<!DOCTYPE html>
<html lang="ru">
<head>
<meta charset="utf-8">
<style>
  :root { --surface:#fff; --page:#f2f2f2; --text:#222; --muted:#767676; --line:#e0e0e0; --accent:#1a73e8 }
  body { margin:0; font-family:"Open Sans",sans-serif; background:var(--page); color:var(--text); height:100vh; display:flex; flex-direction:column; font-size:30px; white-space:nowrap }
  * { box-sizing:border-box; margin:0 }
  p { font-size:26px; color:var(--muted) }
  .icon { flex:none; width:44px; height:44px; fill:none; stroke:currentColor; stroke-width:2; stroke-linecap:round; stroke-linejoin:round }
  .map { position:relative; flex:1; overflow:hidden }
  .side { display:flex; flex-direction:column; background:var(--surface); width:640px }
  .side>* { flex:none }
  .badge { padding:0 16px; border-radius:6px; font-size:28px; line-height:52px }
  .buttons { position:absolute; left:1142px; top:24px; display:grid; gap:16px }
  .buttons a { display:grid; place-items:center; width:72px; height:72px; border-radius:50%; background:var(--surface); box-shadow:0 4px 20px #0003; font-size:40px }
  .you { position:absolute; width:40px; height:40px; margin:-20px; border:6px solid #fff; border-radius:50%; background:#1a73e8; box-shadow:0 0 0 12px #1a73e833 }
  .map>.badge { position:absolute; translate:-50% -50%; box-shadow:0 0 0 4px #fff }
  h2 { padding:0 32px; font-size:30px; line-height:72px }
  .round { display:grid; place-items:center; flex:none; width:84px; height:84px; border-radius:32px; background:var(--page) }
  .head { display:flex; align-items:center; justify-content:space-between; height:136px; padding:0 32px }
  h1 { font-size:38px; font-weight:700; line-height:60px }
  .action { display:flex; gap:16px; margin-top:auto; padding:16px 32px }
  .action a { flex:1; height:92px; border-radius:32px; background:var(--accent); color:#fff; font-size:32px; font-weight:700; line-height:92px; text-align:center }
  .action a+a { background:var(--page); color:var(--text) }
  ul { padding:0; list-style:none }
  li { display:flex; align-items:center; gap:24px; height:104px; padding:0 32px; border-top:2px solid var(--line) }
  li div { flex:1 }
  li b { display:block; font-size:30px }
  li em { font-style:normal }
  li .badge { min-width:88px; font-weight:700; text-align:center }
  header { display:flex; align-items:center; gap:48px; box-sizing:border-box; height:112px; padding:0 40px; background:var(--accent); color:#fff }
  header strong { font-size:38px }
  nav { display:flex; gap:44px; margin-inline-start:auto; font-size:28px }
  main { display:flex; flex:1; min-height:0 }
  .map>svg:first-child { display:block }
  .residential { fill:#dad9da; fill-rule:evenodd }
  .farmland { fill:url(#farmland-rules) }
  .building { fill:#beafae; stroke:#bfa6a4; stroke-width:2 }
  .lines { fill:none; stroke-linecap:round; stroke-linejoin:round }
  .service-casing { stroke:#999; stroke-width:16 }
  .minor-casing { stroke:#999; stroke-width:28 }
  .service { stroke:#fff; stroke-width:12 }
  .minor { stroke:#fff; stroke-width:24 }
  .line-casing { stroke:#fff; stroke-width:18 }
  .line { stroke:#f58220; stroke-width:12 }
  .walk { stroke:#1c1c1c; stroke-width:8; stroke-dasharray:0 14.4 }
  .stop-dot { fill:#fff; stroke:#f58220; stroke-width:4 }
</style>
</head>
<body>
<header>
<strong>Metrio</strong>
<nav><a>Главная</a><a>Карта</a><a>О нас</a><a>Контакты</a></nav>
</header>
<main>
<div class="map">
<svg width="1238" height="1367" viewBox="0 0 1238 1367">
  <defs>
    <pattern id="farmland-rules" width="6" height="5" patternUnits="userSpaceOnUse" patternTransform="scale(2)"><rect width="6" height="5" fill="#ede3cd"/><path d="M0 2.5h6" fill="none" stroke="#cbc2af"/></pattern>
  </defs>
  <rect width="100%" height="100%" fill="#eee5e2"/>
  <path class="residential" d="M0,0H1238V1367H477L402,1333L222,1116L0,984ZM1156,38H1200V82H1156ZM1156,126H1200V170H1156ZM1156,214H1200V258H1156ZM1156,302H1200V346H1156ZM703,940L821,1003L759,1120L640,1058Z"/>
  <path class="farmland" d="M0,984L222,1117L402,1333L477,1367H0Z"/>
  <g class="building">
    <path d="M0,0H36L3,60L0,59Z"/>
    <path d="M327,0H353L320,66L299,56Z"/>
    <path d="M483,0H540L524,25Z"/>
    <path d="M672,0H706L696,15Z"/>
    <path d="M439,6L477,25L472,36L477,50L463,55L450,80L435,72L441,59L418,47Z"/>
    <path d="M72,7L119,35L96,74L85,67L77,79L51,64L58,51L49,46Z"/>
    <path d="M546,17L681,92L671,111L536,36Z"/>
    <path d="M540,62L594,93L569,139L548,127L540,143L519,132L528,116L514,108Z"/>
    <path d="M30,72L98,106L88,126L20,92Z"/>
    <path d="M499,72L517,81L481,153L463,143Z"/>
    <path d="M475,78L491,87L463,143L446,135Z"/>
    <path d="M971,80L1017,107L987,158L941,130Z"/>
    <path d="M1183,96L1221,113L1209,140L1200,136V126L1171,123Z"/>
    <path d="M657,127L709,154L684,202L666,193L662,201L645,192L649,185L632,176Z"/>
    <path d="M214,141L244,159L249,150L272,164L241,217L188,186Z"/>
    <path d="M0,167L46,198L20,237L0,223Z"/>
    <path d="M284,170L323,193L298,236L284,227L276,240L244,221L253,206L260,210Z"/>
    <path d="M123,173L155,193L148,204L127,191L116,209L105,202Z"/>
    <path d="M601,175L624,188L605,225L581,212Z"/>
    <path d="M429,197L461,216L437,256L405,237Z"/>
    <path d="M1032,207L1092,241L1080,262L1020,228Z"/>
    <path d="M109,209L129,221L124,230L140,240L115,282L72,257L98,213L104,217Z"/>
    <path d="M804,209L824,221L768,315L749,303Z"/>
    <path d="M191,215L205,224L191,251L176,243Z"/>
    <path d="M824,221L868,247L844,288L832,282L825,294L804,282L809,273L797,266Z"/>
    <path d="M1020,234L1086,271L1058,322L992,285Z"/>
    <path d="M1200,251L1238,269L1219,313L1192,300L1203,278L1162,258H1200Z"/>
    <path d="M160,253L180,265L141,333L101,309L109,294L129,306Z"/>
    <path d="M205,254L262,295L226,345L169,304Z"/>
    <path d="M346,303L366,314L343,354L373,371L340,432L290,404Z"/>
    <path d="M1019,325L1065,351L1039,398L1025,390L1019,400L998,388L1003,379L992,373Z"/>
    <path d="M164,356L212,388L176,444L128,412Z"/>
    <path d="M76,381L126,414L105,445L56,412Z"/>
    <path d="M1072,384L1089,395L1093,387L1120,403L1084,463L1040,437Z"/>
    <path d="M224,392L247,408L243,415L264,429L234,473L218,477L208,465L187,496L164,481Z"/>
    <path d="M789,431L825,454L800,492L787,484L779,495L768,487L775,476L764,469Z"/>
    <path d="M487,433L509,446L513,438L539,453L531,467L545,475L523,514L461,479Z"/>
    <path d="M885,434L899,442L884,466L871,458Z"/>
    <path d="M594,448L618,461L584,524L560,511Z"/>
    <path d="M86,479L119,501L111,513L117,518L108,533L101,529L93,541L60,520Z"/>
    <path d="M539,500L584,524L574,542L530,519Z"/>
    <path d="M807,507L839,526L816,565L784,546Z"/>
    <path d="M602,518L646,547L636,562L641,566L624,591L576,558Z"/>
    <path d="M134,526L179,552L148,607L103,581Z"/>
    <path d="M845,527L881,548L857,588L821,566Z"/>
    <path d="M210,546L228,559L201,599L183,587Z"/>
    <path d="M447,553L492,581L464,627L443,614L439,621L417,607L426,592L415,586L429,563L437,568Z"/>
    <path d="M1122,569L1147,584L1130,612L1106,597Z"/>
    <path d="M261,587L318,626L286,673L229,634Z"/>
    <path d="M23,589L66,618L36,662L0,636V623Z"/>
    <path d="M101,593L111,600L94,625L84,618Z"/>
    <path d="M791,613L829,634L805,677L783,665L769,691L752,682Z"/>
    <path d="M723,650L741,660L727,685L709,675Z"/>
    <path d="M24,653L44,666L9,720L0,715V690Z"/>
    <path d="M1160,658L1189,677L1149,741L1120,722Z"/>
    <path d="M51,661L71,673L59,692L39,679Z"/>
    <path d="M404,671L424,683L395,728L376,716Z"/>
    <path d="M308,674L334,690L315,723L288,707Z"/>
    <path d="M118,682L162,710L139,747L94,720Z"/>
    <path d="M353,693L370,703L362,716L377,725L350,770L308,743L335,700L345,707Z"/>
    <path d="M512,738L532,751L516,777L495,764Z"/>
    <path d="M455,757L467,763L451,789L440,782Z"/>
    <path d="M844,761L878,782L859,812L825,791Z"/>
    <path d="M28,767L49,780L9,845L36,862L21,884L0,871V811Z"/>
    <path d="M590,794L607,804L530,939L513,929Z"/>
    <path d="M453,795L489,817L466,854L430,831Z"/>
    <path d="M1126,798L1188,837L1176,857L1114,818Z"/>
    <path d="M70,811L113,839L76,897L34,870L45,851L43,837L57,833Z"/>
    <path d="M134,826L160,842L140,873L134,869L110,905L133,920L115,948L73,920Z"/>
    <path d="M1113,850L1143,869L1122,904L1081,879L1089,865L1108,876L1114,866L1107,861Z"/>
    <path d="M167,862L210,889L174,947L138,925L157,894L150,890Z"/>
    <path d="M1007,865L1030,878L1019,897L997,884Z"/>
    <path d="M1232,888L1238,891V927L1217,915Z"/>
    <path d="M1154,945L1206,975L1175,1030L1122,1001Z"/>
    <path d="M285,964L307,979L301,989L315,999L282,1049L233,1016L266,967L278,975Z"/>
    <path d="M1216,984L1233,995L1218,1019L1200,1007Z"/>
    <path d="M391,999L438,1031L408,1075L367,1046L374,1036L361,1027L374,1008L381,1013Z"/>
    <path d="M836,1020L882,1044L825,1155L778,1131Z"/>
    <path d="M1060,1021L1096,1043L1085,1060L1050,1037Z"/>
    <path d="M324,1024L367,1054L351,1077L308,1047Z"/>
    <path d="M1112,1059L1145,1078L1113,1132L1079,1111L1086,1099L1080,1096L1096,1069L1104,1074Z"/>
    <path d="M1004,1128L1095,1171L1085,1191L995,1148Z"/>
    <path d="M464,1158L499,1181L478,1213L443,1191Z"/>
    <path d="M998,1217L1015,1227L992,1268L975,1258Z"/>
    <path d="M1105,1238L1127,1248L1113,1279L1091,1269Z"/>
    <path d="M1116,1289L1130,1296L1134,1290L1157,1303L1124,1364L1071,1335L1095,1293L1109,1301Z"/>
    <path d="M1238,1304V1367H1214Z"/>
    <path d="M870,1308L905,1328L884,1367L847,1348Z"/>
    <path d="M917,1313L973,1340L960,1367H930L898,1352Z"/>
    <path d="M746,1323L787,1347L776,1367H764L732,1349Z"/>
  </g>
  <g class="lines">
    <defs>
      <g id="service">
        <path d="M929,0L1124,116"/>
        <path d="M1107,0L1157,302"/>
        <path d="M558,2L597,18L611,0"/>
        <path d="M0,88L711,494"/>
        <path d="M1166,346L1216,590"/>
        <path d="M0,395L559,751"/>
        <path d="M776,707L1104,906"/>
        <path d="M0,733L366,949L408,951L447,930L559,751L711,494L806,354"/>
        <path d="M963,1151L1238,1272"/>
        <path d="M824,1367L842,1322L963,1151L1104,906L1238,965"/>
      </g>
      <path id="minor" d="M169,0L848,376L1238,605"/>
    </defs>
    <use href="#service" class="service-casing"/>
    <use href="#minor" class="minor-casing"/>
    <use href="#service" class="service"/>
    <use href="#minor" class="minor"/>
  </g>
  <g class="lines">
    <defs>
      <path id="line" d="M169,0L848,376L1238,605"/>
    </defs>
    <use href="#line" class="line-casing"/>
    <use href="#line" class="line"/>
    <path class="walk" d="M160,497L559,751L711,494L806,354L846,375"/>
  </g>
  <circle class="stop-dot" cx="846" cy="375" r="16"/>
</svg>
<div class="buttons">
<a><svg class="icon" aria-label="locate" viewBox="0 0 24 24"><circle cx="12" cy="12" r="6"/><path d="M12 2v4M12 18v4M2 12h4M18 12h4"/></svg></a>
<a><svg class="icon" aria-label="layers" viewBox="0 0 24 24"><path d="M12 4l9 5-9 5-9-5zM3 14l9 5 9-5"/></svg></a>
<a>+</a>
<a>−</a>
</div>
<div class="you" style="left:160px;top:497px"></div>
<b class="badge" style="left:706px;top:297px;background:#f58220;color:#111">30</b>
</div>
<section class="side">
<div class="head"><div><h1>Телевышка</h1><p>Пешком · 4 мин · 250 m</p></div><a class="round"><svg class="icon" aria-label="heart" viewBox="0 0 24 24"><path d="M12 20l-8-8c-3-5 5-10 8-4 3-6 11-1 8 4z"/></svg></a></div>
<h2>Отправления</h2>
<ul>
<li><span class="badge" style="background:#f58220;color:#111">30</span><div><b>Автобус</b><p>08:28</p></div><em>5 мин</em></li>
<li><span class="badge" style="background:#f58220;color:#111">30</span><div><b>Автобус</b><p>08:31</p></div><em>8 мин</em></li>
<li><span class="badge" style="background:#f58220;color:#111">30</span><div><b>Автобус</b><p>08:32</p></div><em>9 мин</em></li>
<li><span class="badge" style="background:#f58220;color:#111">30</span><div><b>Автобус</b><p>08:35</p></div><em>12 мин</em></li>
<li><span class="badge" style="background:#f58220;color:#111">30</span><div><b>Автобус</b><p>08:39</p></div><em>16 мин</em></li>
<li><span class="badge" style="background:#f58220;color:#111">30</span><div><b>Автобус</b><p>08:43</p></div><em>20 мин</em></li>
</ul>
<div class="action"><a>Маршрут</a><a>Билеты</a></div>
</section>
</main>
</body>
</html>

# [Problem to work on]
Check each line of the data above for the word "linecap" and copy the ones where it is found.

# [Solved exercise]
  .icon { flex:none; width:44px; height:44px; fill:none; stroke:currentColor; stroke-width:2; stroke-linecap:round; stroke-linejoin:round }
  .lines { fill:none; stroke-linecap:round; stroke-linejoin:round }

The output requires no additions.